----- EXTRACTED MATERIAL

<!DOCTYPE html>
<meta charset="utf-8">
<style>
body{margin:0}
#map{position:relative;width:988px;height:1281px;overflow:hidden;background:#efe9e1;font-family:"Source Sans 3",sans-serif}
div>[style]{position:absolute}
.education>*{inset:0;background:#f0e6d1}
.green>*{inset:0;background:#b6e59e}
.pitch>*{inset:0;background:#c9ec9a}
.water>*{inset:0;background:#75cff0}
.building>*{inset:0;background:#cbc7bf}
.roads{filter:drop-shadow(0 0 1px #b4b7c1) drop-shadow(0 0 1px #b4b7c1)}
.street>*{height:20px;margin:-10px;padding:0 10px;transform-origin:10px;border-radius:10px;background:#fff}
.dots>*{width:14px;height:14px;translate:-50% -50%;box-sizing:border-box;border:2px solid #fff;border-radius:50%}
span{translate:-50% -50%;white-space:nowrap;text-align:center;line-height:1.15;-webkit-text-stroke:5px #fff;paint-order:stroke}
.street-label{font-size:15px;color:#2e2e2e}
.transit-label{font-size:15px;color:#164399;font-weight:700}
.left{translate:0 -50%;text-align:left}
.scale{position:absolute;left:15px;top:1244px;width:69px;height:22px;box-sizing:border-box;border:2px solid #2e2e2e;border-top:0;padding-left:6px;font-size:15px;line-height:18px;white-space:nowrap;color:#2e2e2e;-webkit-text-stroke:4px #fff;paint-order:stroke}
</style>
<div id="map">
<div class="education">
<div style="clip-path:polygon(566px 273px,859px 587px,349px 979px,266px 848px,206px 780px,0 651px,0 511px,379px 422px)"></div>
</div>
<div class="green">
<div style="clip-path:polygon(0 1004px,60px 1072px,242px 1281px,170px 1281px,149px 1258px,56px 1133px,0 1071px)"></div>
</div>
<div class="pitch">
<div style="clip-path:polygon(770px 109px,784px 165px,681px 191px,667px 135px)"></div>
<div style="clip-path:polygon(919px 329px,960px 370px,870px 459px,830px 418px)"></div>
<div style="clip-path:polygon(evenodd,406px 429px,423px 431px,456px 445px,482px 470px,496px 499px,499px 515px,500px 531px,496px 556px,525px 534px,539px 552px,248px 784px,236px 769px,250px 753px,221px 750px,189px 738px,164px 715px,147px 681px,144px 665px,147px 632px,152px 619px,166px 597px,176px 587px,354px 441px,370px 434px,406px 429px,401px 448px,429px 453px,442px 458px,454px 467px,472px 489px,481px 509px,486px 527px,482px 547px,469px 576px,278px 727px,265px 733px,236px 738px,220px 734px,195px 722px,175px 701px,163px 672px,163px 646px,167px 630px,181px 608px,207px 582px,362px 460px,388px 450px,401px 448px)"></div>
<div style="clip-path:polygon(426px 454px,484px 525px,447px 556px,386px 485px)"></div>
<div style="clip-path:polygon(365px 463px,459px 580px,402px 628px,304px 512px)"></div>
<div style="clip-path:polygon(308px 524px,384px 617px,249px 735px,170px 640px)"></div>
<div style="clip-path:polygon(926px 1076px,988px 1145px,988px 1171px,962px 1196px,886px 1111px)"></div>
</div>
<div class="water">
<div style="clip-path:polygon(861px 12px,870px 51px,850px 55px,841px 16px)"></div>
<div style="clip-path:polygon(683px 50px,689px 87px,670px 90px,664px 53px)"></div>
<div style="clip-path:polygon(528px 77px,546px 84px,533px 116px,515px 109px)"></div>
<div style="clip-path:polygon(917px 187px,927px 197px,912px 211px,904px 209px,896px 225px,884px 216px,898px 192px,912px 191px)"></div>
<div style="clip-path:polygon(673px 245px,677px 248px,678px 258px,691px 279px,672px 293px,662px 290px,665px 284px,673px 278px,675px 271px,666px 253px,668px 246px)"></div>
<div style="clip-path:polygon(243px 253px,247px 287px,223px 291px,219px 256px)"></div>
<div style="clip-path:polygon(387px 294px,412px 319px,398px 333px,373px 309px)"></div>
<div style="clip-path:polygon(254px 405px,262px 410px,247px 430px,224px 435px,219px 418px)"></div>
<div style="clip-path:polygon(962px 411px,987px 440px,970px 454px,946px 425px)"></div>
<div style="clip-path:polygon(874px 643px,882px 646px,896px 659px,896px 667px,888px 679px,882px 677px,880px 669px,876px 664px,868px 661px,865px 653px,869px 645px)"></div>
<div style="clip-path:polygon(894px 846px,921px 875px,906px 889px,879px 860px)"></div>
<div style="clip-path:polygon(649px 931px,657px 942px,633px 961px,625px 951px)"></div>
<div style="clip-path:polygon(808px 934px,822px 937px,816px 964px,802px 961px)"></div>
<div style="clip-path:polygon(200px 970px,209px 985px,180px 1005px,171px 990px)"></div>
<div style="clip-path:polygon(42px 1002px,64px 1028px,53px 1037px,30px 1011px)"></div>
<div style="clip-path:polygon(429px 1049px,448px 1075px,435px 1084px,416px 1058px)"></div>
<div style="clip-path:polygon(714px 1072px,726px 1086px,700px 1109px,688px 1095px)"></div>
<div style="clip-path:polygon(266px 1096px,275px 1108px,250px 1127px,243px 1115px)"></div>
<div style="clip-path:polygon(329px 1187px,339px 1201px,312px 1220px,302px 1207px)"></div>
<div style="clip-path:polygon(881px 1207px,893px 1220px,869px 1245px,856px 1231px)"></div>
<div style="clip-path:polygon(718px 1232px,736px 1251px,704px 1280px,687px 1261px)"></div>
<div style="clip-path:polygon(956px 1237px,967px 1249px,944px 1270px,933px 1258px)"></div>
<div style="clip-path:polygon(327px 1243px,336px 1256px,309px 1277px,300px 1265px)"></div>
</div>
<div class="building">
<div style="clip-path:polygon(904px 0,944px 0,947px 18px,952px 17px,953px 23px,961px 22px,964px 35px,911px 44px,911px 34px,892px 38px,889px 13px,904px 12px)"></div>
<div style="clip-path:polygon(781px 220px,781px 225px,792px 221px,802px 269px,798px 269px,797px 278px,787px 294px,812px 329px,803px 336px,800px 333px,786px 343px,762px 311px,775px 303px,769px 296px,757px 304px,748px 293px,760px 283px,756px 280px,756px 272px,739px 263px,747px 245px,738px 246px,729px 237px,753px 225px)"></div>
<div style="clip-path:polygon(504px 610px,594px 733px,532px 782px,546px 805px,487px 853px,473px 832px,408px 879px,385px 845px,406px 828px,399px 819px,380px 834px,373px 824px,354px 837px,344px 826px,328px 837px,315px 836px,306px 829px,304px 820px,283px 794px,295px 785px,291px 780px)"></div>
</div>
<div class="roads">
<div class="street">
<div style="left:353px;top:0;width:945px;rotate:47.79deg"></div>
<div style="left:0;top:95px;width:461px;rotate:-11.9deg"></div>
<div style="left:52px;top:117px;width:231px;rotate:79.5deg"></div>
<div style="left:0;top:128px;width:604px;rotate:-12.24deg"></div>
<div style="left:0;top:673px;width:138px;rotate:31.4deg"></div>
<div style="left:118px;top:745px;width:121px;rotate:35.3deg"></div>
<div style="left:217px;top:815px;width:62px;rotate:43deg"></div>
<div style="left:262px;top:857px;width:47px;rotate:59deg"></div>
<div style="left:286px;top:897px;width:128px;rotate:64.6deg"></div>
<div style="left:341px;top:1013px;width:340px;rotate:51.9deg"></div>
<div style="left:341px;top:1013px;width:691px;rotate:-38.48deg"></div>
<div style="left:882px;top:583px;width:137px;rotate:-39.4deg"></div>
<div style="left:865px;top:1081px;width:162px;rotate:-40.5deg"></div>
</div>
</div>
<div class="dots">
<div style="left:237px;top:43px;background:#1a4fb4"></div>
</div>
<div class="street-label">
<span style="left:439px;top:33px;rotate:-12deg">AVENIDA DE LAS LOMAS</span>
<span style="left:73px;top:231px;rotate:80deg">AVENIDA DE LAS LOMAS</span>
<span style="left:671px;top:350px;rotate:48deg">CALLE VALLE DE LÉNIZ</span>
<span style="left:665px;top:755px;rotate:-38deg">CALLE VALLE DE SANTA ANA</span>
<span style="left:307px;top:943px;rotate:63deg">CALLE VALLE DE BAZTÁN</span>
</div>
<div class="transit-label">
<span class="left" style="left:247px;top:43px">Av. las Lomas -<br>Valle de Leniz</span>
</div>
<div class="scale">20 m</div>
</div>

----------

WHAT YOU ARE ASKED TO DO: Copy out every line of the data in which the word "size" is found.

ANSWER SPACE:
.street-label{font-size:15px;color:#2e2e2e}
.transit-label{font-size:15px;color:#164399;font-weight:700}
.scale{position:absolute;left:15px;top:1244px;width:69px;height:22px;box-sizing:border-box;border:2px solid #2e2e2e;border-top:0;padding-left:6px;font-size:15px;line-height:18px;white-space:nowrap;color:#2e2e2e;-webkit-text-stroke:4px #fff;paint-order:stroke}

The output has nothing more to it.